Problem: Exact copy required. Repeat the records, but keep the pictures out.

Collected data entries:
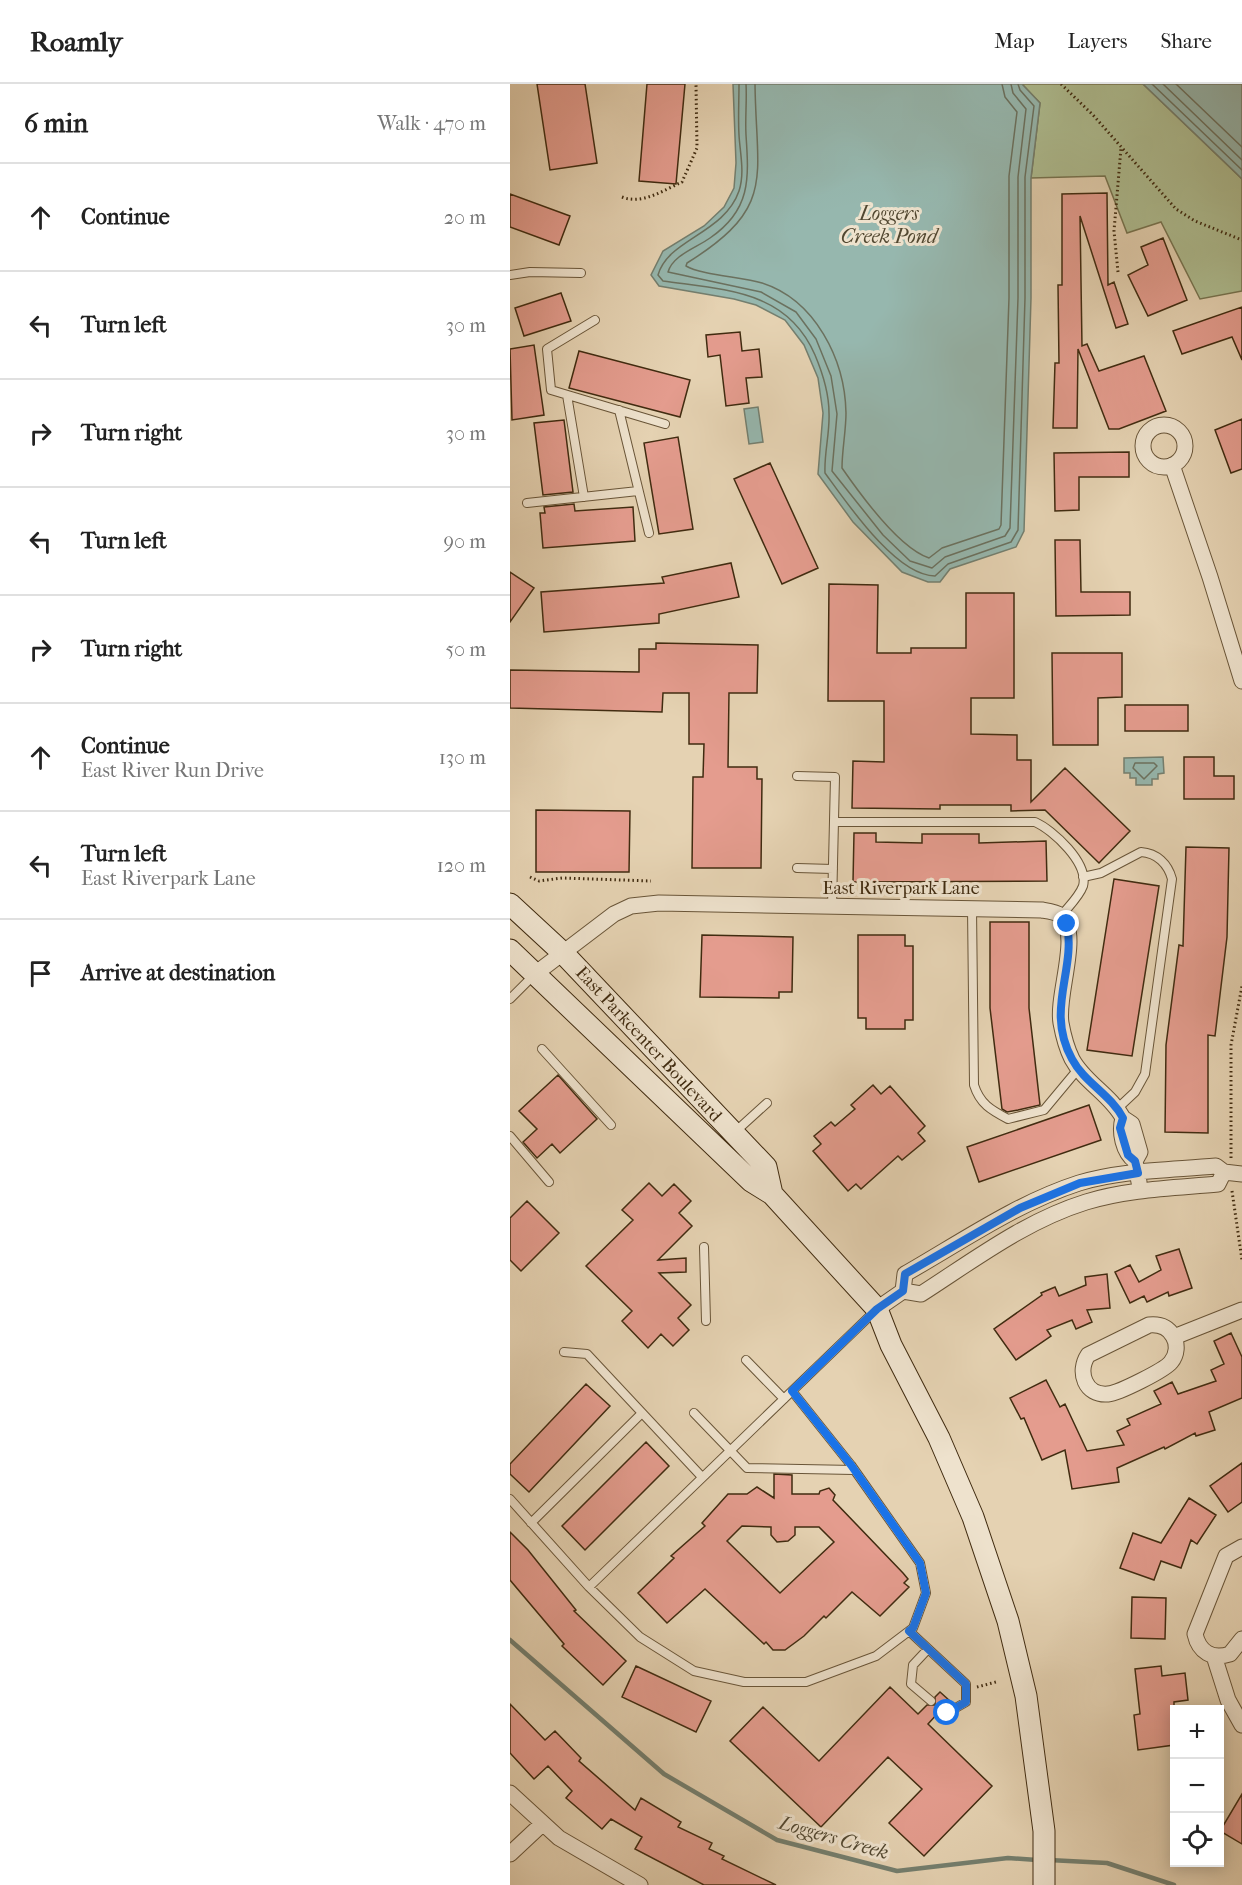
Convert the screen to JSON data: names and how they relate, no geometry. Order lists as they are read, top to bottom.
{
  "streets": {
    "main road": ["East Parkcenter Boulevard"],
    "street": ["East Riverpark Lane"]
  },
  "crossings": [
    ["East Riverpark Lane", "East Parkcenter Boulevard"]
  ],
  "water": ["Loggers Creek Pond", "Loggers Creek"],
  "page": {
    "header": "Roamly",
    "nav": ["Map", "Layers", "Share"],
    "heading": ["6 min", "Walk · 470 m"],
    "list": [
      ["Continue", "20 m"],
      ["Turn left", "30 m"],
      ["Turn right", "30 m"],
      ["Turn left", "90 m"],
      ["Turn right", "50 m"],
      ["Continue", "East River Run Drive", "130 m"],
      ["Turn left", "East Riverpark Lane", "120 m"],
      "Arrive at destination"
    ],
    "map_buttons": ["+", "−"]
  }
}
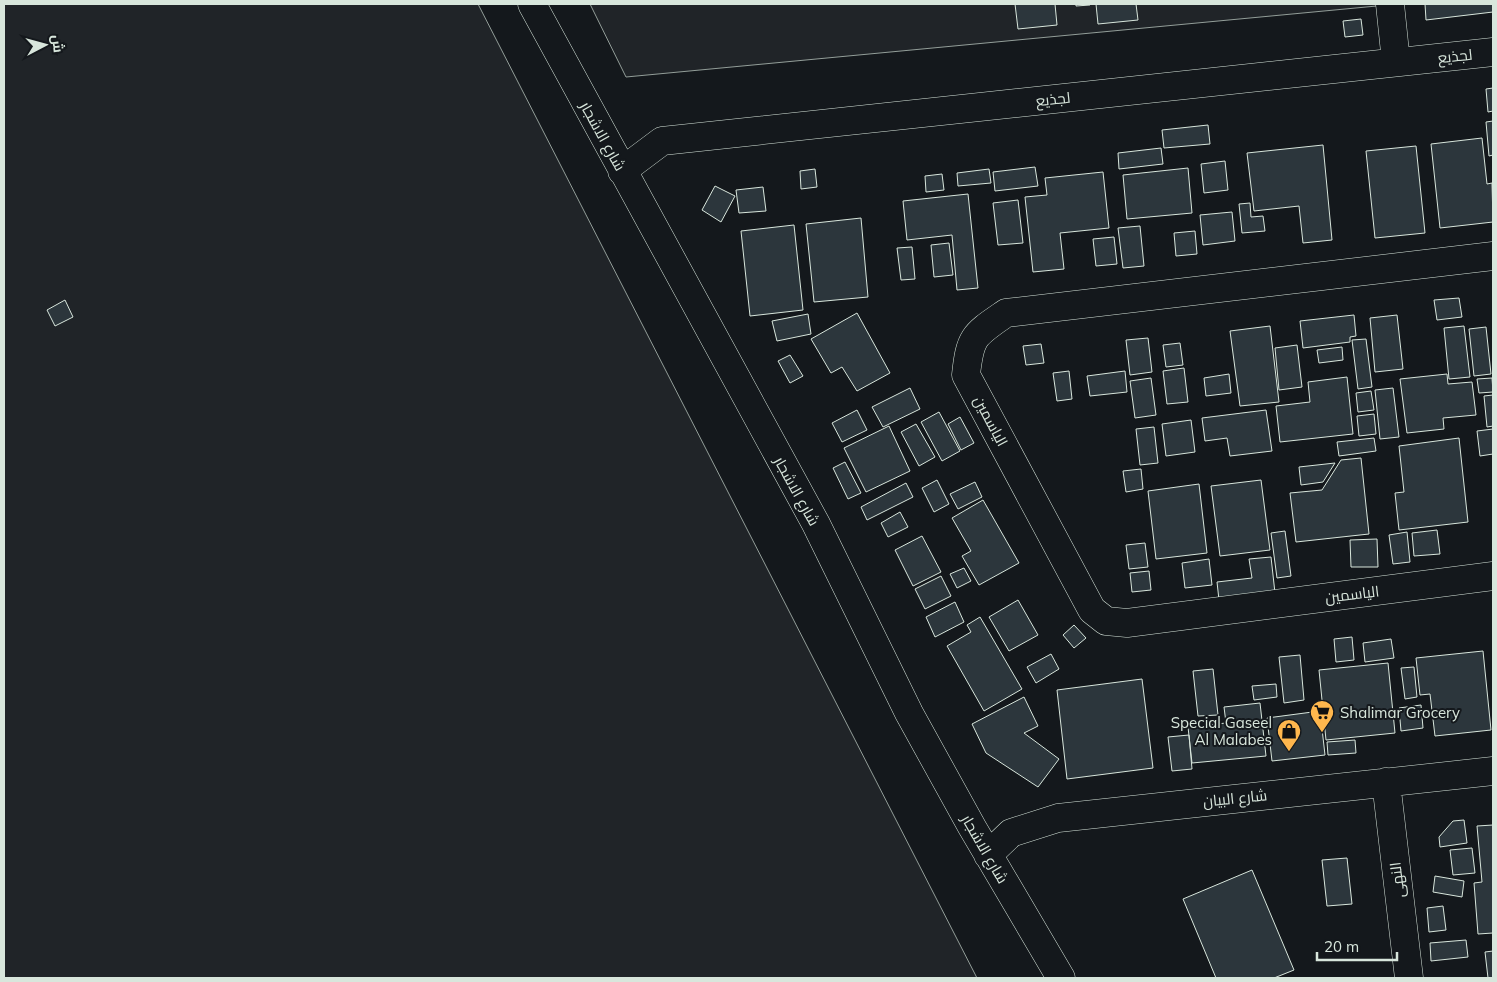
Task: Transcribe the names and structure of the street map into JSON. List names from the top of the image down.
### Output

Answer:
Convert the screen to JSON data: names and how they relate, no geometry. Order lists as they are read, top to bottom.
{
  "streets": {
    "main road": ["East Parkcenter Boulevard"],
    "street": ["East Riverpark Lane"]
  },
  "crossings": [
    ["East Riverpark Lane", "East Parkcenter Boulevard"]
  ],
  "water": ["Loggers Creek Pond", "Loggers Creek"],
  "page": {
    "header": "Roamly",
    "nav": ["Map", "Layers", "Share"],
    "heading": ["6 min", "Walk · 470 m"],
    "list": [
      ["Continue", "20 m"],
      ["Turn left", "30 m"],
      ["Turn right", "30 m"],
      ["Turn left", "90 m"],
      ["Turn right", "50 m"],
      ["Continue", "East River Run Drive", "130 m"],
      ["Turn left", "East Riverpark Lane", "120 m"],
      "Arrive at destination"
    ],
    "map_buttons": ["+", "−"]
  }
}
Task: Transcribe the names and structure of the street map into JSON. List names from the top of the image down.
### Output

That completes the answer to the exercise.